Kids are hardwired to figure out who they are and how they fit in, and by an early age they have figured out gender and what that means - it's one of the first layers of identity. Studies have shown that even when the parents have very liberal gender views, kids still see past that to the wider societal view.
I am not convinced, personally, that this is a huge problem. Children conceptualize very broadly when they are young, and as they mature, they begin to see individual differences. As long as parents are very open to individual differences as their child develops, that early understanding should not be prescriptive of how they must behave, while it will alert them to areas of difficulty they will encounter if they don't conform to norms. This may help them protect themselves from ridicule as they explore identity.

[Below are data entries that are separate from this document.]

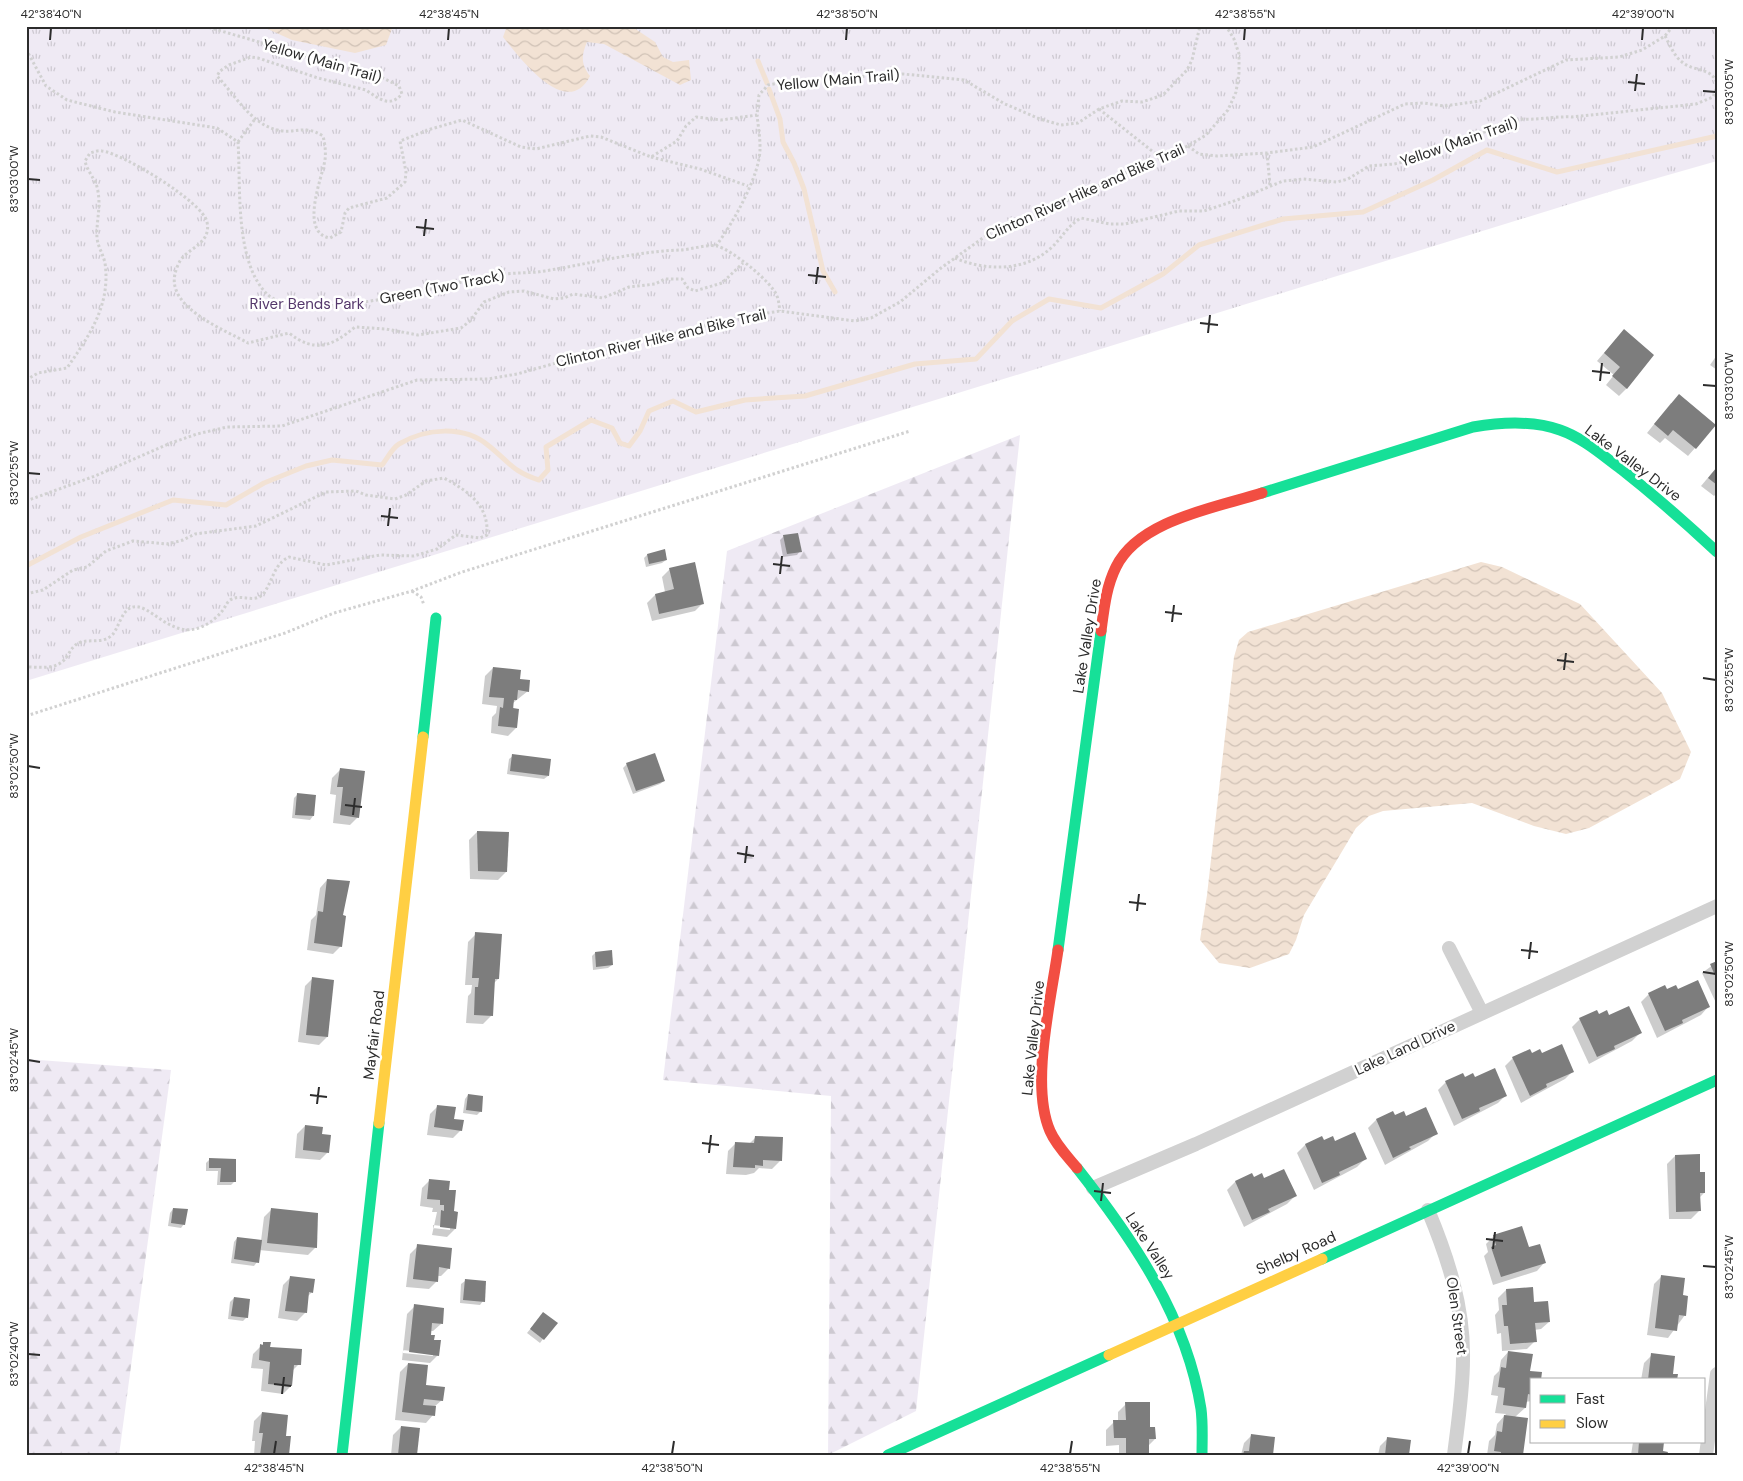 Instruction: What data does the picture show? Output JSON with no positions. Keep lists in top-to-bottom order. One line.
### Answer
{"streets":{"street":["Lake Valley Drive","Mayfair Road","Lake Land Drive","Lake Valley","Shelby Road","Olen Street"],"path":["Yellow (Main Trail)","Clinton River Hike and Bike Trail","Green (Two Track)"]},"crossings":[["Yellow (Main Trail)","Clinton River Hike and Bike Trail"],["Lake Valley Drive","Lake Land Drive"],["Lake Valley Drive","Lake Valley"],["Lake Land Drive","Lake Valley"],["Lake Valley","Shelby Road"],["Shelby Road","Olen Street"]],"parks":["River Bends Park"],"legend":["Fast","Slow"],"coordinates":["42°38'40\"N","42°38'45\"N","42°38'50\"N","42°38'55\"N","42°39'00\"N","83°03'05\"W","83°03'00\"W","83°02'55\"W","83°02'50\"W","83°02'45\"W","83°02'40\"W"]} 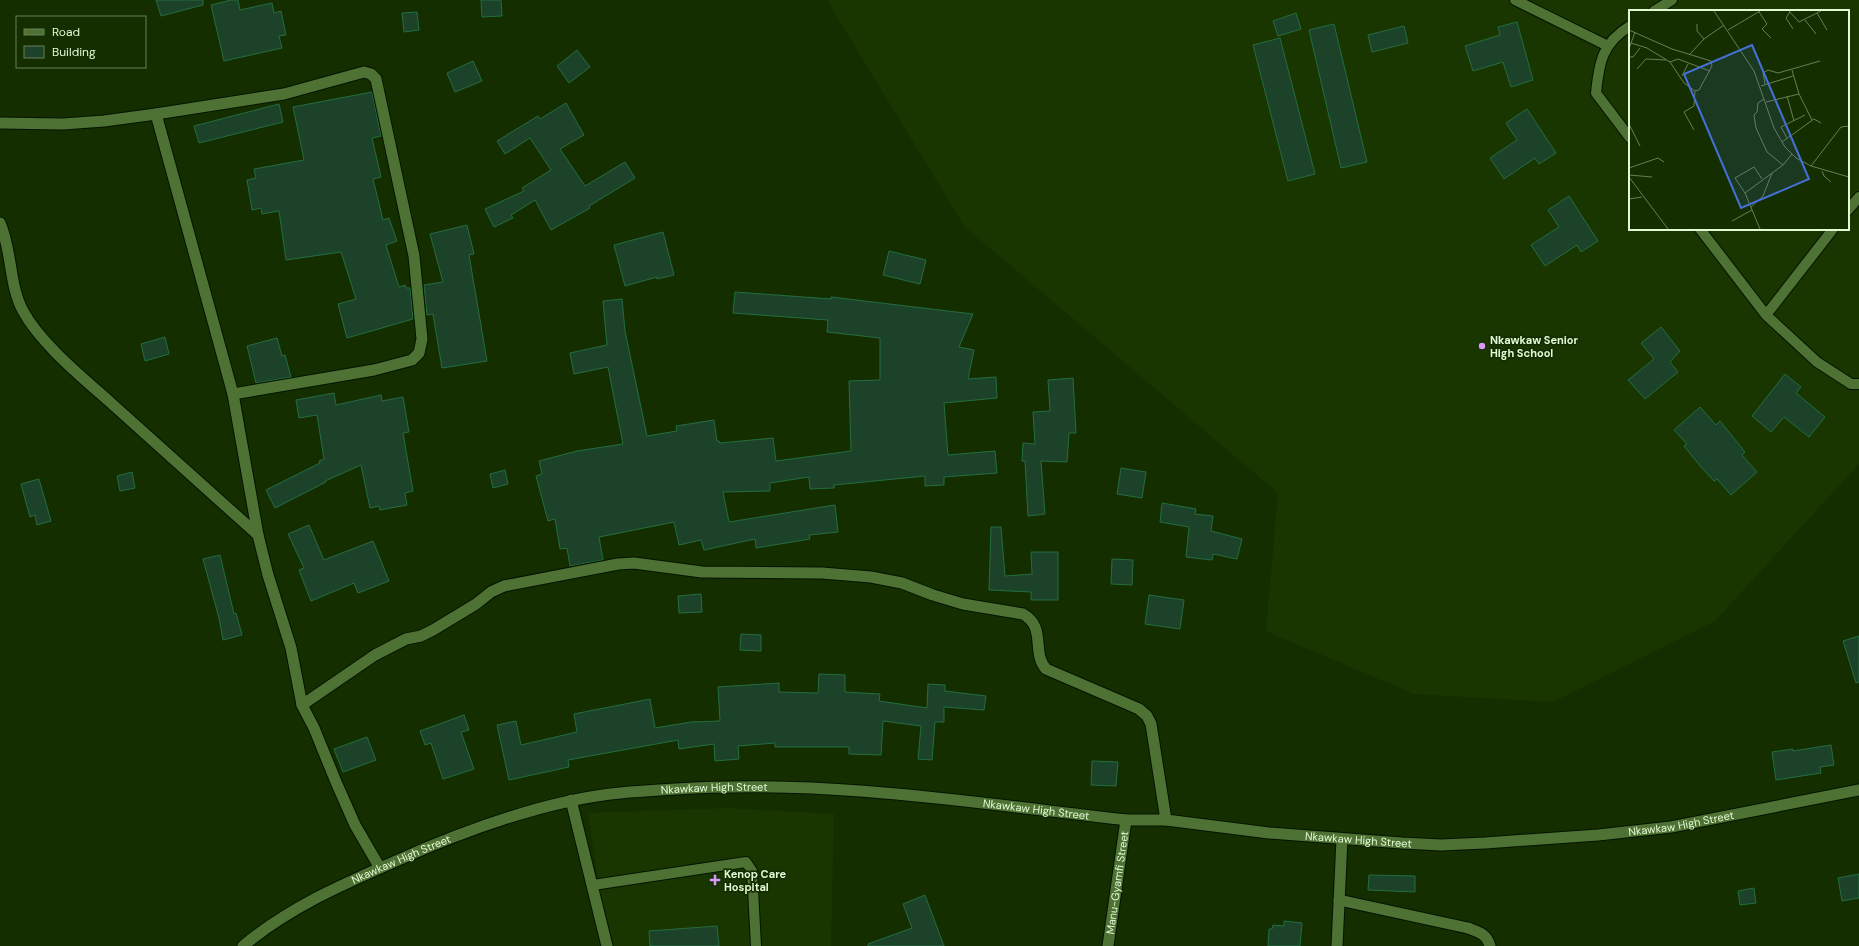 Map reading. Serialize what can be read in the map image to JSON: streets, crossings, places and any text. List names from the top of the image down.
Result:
{
  "streets": {
    "street": ["Nkawkaw High Street", "Manu-Gyamfi Street"]
  },
  "crossings": [
    ["Nkawkaw High Street", "Manu-Gyamfi Street"]
  ],
  "places": {
    "other": ["Nkawkaw Senior High School"],
    "health": ["Kenop Care Hospital"]
  },
  "legend": ["Road", "Building"]
} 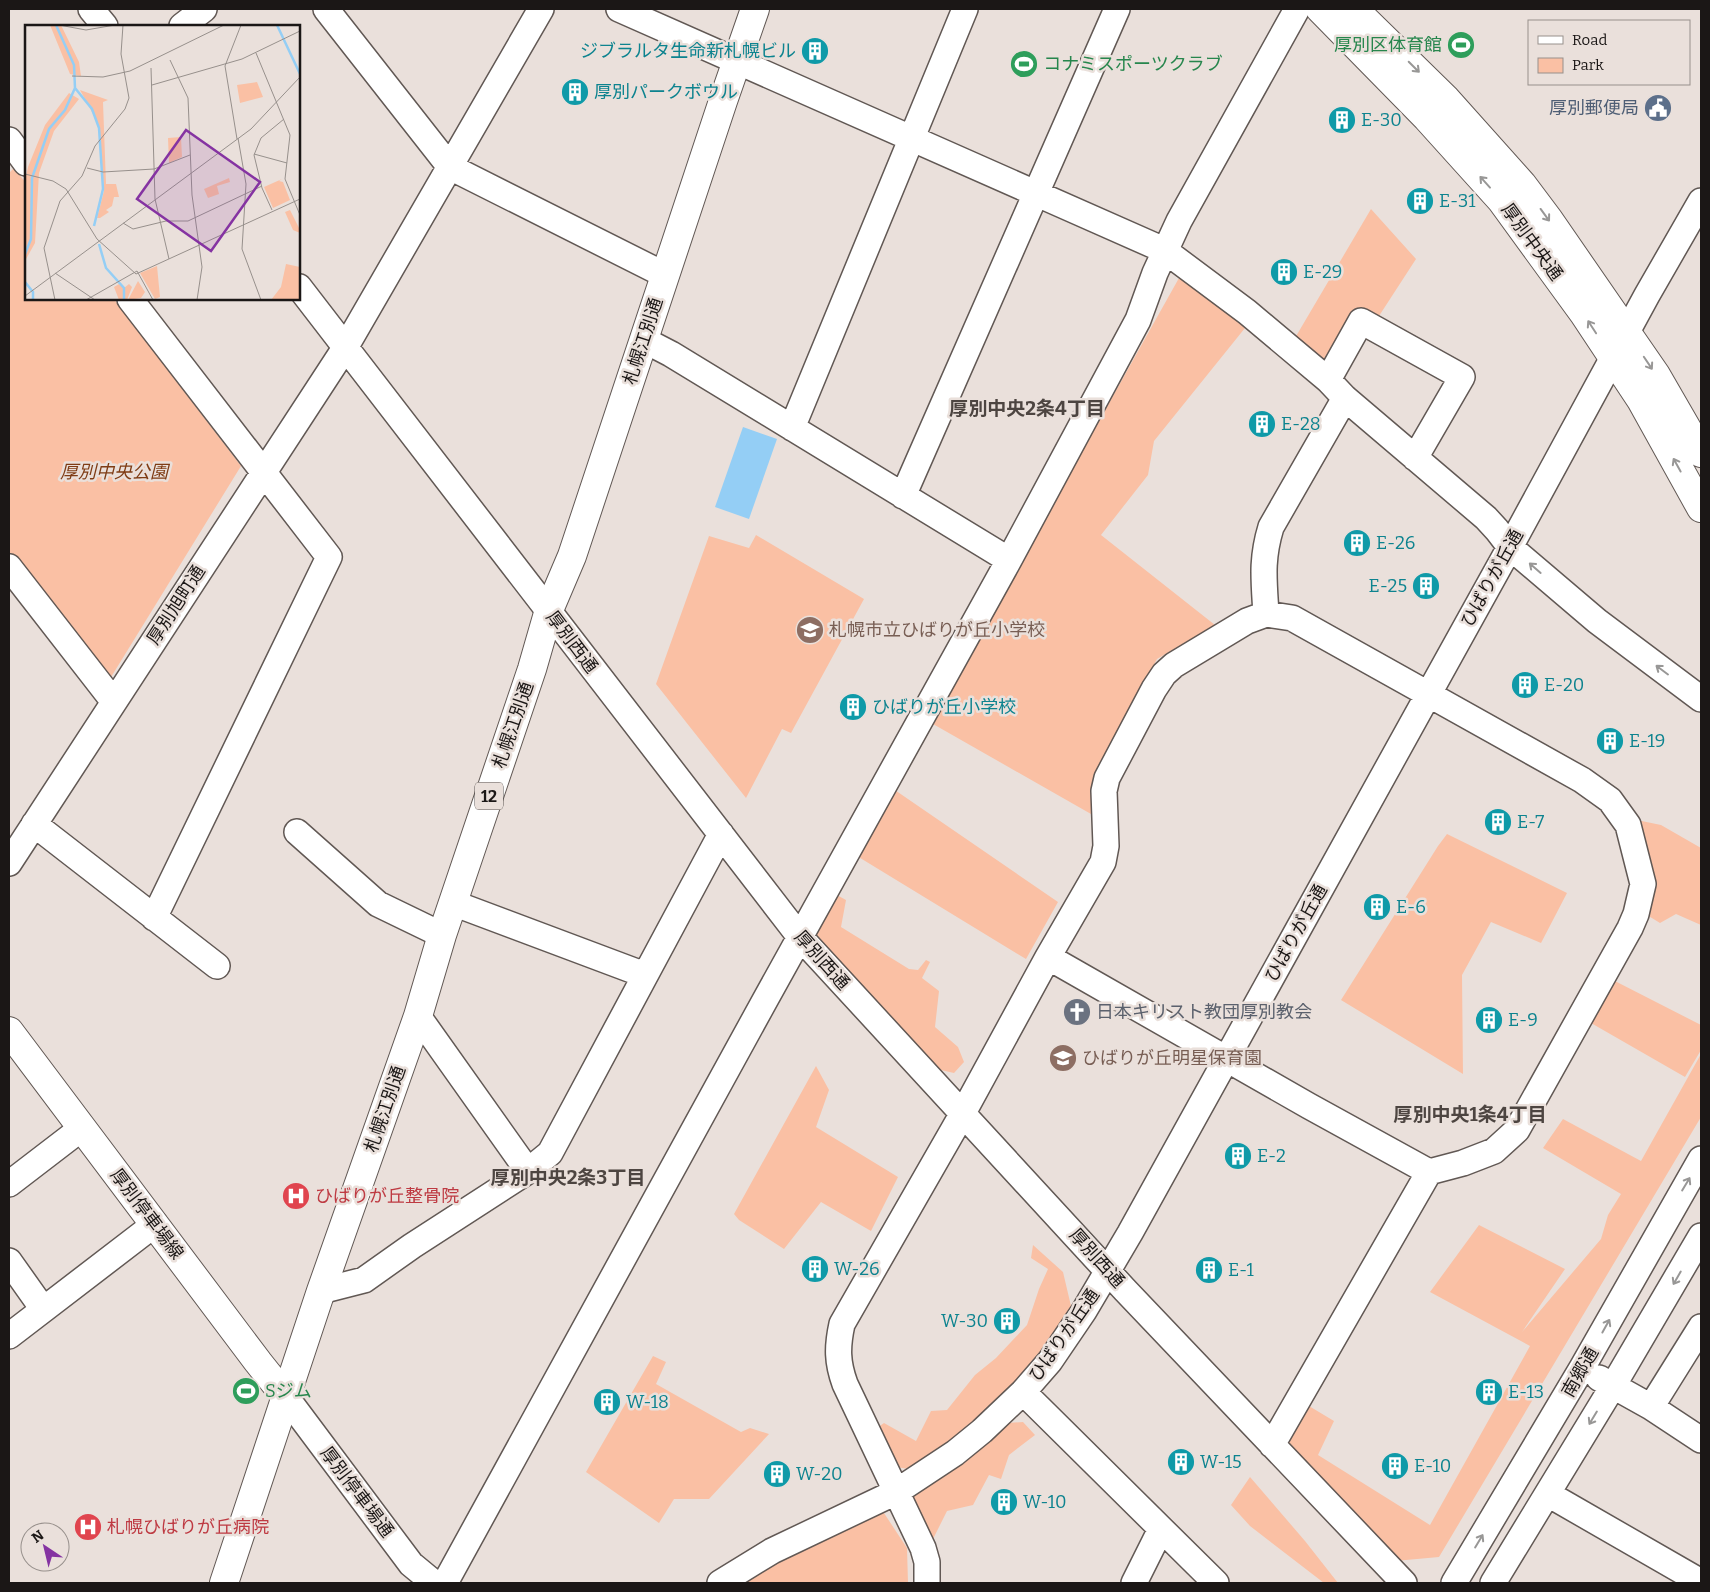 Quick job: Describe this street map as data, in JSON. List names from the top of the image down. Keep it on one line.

A recent study about gender and toy preference determined that even when parents thought they were not influencing their children's toy choices, the children identified toys by "gender" as ones their parents would approve of or not. Here's an excerpt from the study:
Young Children’s Construction of Gender
Children construct their understandings of gender at an early age. By
about 24 months they begin to define themselves as ‘‘girls’’ or
‘‘boys’’ (Kohlberg, 1966; Kohlberg & Ullian, 1974; Sandnabba &
Ahlberg, 1999). And they are apt to have rigid definitions of how
girls and boys should behave by the age of five (Martin & Ruble,
2004). The acquisition of these gender stereotypes demonstrates that
children are very effective students of culture. They quickly learn to
categorize ‘‘girl toys’’ and ‘‘boy toys’’ in socially acceptable ways
and to behave as they think they ‘‘should’’ (Raag & Rackliff, 1998;
Powlishta, Serbin, & Moller, 1993). Preschoolers have been shown, for
example, to reliably apply gender stereotypes when responding to
questions about how their parents, teachers or babysitters, peers, and
siblings would want them to play. Girls know they are expected to play
with dish sets and baby dolls and boys know tools, trucks, and cars
are for them (Raag & Rackliff, 1998).
The authors of some studies have noted that society’s definition of
what is feminine has expanded since the launch of the women’s movement
in the early 1970s, but the definition of masculinity has not been
similarly revised (Fagot & Littman, 1975). This line of inquiry has
documented that while the current generation of girls is more likely
to be encouraged to do things that were once considered masculine than
were their mothers, the past 20 years has seen both children and
adults narrow their definitions of appropriate behavior for boys
(Burge, 1981; Cahill & Adams, 1997; Fisher-Thompson, 1990; Martin,
1990; Moulton & Adams-Price, 1997; Turner & Gervai, 1995).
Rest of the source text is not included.